Accessible, clean & safe toilets should be a human right, but even today many government schools in India lack functional toilets for girls. Researchers working on education must be familiar with the visual of locked toilets ( I myself have had to pee in the open guarded by women on several occassions).

Though government data cites near universal availaibility of functional toilets, independent data say otherwise.

What to believe? But another indicator of functional & accessible toilets is understanding the school absenteesim & irregularity data for girls & boys. a study conducted in India with 100,000 girls found that 25% of the girls aged between 10 and 19 missed school when they were on their period.

What’s productivity for women?

Something that should work for you & not against you. Your productivity shouldn’t come at the cost of your health & wellbeing.

This is a well established statement. Alas, when it comes to women, it just that- a mere lip-serviceable sentence without much substance in it.

Men and women have distinct anatomical, genetic, and biological differences, as supported by extensive scientific evidence. Despite this, these differences are often overlooked, particularly in the workplace, where the only acknowledgment of our unique needs is the provision of separate washrooms.”

Maternity leave is another contentious issue that can threaten a woman’s career. Women often face bias during hiring processes due to their potential motherhood status, with employers inquiring into their personal lives to diminish their bargaining power.
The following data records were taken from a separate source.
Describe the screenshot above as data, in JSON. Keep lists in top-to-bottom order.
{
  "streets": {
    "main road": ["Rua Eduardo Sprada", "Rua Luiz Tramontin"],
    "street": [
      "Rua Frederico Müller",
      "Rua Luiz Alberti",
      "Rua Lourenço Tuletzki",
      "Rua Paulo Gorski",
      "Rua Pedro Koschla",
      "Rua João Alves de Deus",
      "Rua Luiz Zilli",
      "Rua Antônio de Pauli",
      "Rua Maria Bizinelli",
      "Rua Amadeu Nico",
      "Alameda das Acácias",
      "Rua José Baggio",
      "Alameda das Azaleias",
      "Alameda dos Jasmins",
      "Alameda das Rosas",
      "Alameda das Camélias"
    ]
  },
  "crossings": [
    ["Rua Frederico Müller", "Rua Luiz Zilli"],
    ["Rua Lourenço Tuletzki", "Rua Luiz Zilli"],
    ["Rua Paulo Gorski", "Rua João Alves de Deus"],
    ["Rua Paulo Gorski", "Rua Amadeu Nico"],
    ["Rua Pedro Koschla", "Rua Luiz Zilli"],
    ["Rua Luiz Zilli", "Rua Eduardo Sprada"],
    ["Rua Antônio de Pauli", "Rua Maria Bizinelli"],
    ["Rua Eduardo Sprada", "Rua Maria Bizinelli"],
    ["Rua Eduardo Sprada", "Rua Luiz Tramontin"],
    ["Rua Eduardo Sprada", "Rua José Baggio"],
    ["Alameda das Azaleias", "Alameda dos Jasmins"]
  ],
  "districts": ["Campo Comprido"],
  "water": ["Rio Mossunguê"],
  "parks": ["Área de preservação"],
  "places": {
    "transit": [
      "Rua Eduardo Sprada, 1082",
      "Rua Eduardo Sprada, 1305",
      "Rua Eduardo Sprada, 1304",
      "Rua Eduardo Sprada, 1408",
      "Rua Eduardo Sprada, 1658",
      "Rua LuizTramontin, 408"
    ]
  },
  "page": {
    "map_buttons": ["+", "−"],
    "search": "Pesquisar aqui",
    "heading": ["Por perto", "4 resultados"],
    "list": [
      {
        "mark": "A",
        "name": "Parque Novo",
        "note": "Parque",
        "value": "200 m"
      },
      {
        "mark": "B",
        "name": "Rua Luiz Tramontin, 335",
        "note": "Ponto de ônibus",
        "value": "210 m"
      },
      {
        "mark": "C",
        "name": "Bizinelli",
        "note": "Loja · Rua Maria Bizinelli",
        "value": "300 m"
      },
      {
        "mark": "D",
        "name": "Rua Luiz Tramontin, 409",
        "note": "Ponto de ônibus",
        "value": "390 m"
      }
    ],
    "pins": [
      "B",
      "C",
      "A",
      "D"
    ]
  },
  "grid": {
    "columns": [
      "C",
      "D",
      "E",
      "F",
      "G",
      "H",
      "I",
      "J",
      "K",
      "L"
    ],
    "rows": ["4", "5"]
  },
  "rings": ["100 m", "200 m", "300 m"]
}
Women undergo a wide range of biological changes every month—the menstrual cycle, which modulates hormones, among other things. This also affects our behavior and actions—something society has forced women to suppress to maintain productivity.

Women aren’t taught about the menstrual condition in detail, certainly not the complex interplay of emotions & biological changes that determine so much of who we are, what we think & what we do.

Even as recently as a decade ago, there was little to no awareness of Pre-Menstrual Dysphoric Disorder (PMDD). It was often lumped in with PMS or dismissed as “that time of the month.”

Emerging research on PMDD is still limited, but at least there’s now a more diverse discussion around managing it, rather than simply enduring it to equate women with men. Instead of focusing on equality, we’re starting to talk about equity and how to create a life that’s not identical to men’s, but one that is best suited for women.

However, advancements in science and reproductive health are also being exploited, just as they are being used ethically.

I know that this article touches on several interrelated issues, but what can I do when the reality is that these problems are interlinked and responsible for our health, living conditions, and overall quality of life.

We must raise our voices now and demand greater representation of reproductive health and justice in both scientific and sociological research.

We need more accessible menstrual health and hygiene facilities that don’t compromise our right to education. And we need maternity-friendly workplaces that respect women’s complex anatomy and physiology, without reducing them to mere points in productivity or gender debates.